Les isotopes radioactifs libérés par l'explosion à la base militaire de Nenoksa en août fournissent des indices sur les tests qui ont coûté la vie à au moins 5 personnes et sur la contamination des environs.

Le 8 août, une explosion dans une base navale russe a tué au moins cinq personnes et provoqué une courte et mystérieuse pointe de rayons gamma. Peu de détails fumants ont émergé des sources souvent contradictoires de l'incident, mais le 26 août, le service fédéral russe d'hydrométéorologie et de surveillance de l'environnement Roshydromet a révélé des informations importantes sur le type de rayonnement nucléaire libéré. Selon le site Internet Nature, ces éléments pourraient être utilisés pour mieux comprendre l'origine de l'accident.

L'explosion aurait eu lieu dans une base militaire au nord-ouest de la région russe d'Arkhangelsk. Dans la zone se trouve le site de recherche et développement de la marine russe de Nenoksa, utilisé pour les tests de missiles. Le lendemain de l'incident, l'agence nucléaire russe Rosatom a déclaré que l'accident s'était produit "lors des essais d'un système de propulsion liquide à base d'isotopes" et (a-t-il ajouté plus tard) "sur une plateforme offshore. ".

Pendant ce temps, dans la ville de Severodvinsk, à 30 km de Nenoksa, le rayonnement gamma a été enregistré pendant une courte période 16 fois plus élevée que la normale, un niveau qui pose probablement un faible risque pour l'homme - après l'accident de Tchernobyl, en 1986, les rayons gamma ont culminé à 7 000 fois les valeurs habituelles.

analyses chimiques. Roshydromet a révélé le 26 août que des isotopes du strontium-91, du baryum-139, du baryum-140 et du lanthane-140 ont été trouvés dans la pluie et l'air. Ce sont des isotopes radioactifs produits dans le noyau d'un réacteur nucléaire, qui génèrent de l'énergie en désintégrant les atomes d'uranium dans une série de réactions en chaîne.
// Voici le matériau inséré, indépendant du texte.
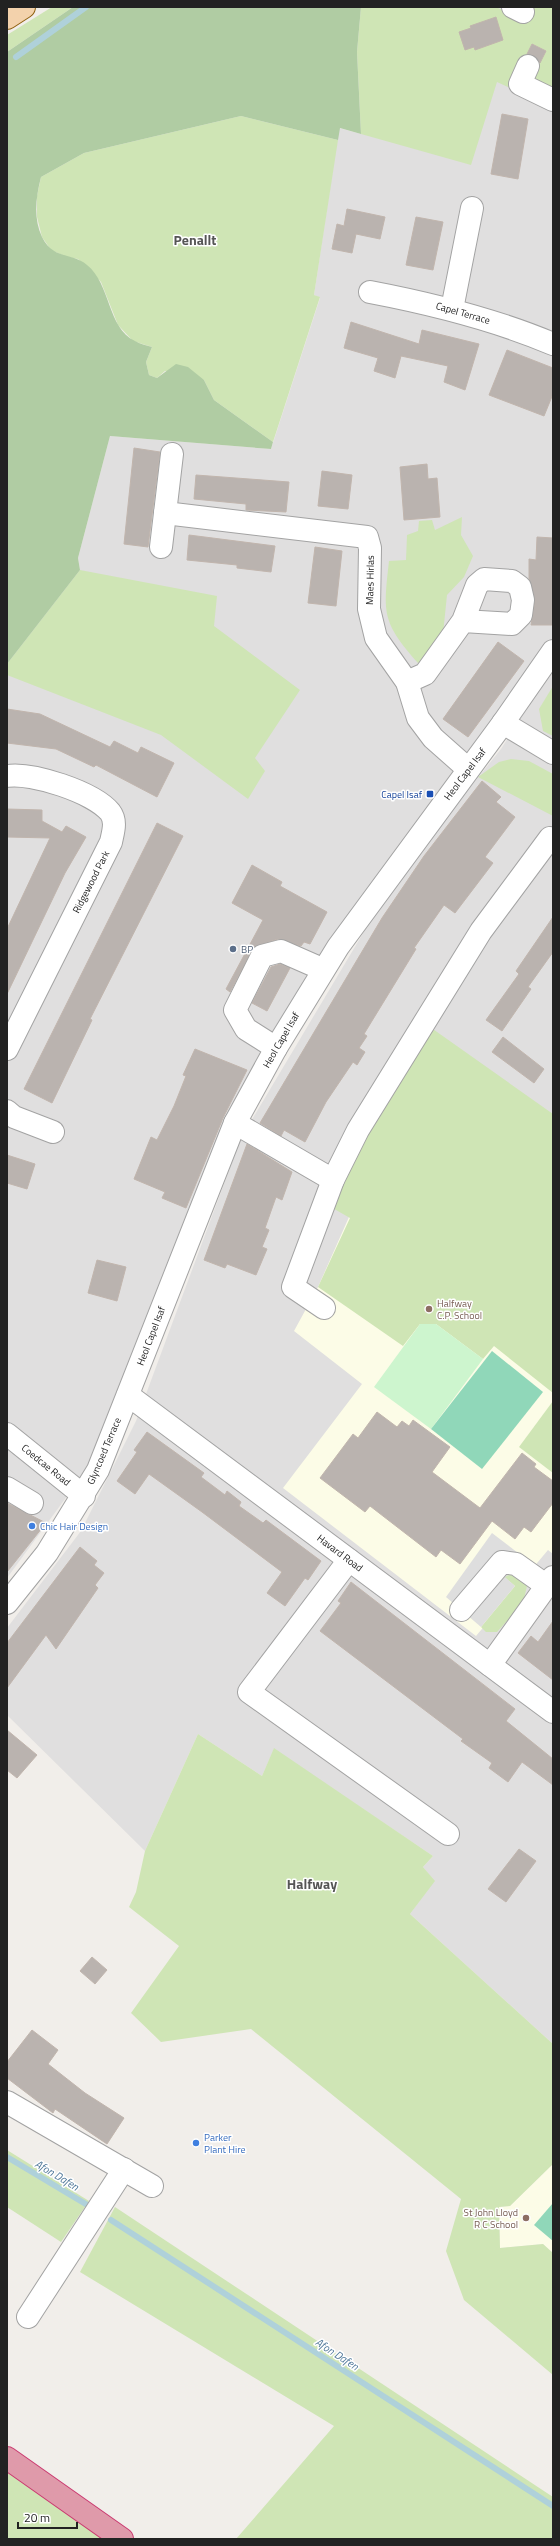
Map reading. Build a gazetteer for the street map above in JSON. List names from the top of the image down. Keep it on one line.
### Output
{"streets":{"street":["Capel Terrace","Maes Hirlas","Heol Capel Isaf","Ridgewood Park","Glyncoed Terrace","Coedcae Road","Havard Road"]},"crossings":[["Maes Hirlas","Heol Capel Isaf"],["Heol Capel Isaf","Glyncoed Terrace"],["Heol Capel Isaf","Havard Road"],["Glyncoed Terrace","Coedcae Road"],["Glyncoed Terrace","Havard Road"]],"districts":["Penallt","Halfway"],"water":["Afon Dafen"],"places":{"transit":["Capel Isaf"],"other":["BP","Halfway C.P. School","Chic Hair Design","Parker Plant Hire","St John Lloyd R C School"]},"scale_bar":"20 m"}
Une éventuelle explosion du cœur d'un réacteur nucléaire aurait libéré les isotopes suivis, ainsi que l'iode radioactif et le césium. Selon une source non officielle citée par le Moscow Times le 16 août, des médecins locaux ont trouvé des traces de césium 137 dans leurs tissus musculaires. De plus, l'autorité nucléaire norvégienne aurait identifié, après l'explosion, un pic inattendu d'iode 131 à 700 km du lieu de l'accident.
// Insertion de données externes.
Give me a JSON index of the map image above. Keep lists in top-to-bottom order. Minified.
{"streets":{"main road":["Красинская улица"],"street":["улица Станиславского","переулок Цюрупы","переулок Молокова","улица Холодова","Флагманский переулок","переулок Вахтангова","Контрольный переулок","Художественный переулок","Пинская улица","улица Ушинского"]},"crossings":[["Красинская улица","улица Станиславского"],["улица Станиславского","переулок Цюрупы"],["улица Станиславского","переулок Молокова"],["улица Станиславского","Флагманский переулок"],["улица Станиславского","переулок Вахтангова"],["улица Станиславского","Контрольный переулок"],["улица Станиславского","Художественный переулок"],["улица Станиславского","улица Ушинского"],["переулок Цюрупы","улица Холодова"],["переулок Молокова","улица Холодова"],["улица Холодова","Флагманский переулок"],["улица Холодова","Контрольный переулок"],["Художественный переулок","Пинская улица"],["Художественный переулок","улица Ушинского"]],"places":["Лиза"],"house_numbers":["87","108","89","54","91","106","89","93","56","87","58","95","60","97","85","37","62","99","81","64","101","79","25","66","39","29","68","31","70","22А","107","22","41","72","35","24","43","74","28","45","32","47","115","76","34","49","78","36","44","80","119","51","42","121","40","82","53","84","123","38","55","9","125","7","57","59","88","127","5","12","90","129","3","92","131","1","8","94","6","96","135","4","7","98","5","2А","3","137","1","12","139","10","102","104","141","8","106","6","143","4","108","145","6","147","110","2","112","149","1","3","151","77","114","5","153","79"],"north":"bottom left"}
Test de missile. De nombreux experts estiment que l'explosion s'est produite lors des essais d'une arme nucléaire à propulsion nucléaire: un missile que les Russes appellent Burevestintnik et l'OTAN Skyfall, propulsé par un réacteur nucléaire compact et beaucoup plus rapide que les missiles "normaux" de carburant, pratiquement capable de rester dans l'air pendant des jours et avec une portée illimitée.

L'hypothèse selon laquelle l'explosion impliquerait le cœur du petit réacteur nucléaire de missile, très dangereux mais aussi très instable et difficile à tester, serait étayée par des images satellites acquises avant et après l'accident, qui montreraient la présence, à Nenoksa, d'une infrastructure de lancement utilisée dans des tests de ce type. Il n'est pas clair si les scientifiques décédés sont décédés après avoir été jetés de la plate-forme ou à cause des radiations qu'ils ont subies, et la présence de personnel sur le site de lancement amène donc certains à douter de la théorie qui prévaut.

Trop risqué. Pour être suffisamment léger pour voler sur un missile - disons «contre» - le système de propulsion nucléaire devrait voyager sans protection: cependant, il était difficile pour les scientifiques de rester à proximité sans couverture adéquate. D'autres options possibles incluent une torpille à propulsion nucléaire, un réacteur nucléaire sous-marin sous pression ou un petit réacteur nucléaire pour des applications spatiales.

Chasse aux preuves. Les investigations des scientifiques porteront désormais sur les filtres à air des voitures au voisinage de la base, pour examiner d'éventuelles substances radioactives résiduelles. Ces informations seront comparées à celles recueillies sur les sites d'autres incidents, comme autour de la centrale de Fukushima Daiichi en 2011. Également à l'appui du Traité d'interdiction complète des essais nucléaires (OTICE), qui dispose de huit stations de surveillance des radionucléides à travers la Russie, pourrait fournir des informations utiles. Cependant, cinq de ces stations auraient fonctionné par à-coups dans les jours qui ont suivi l'explosion.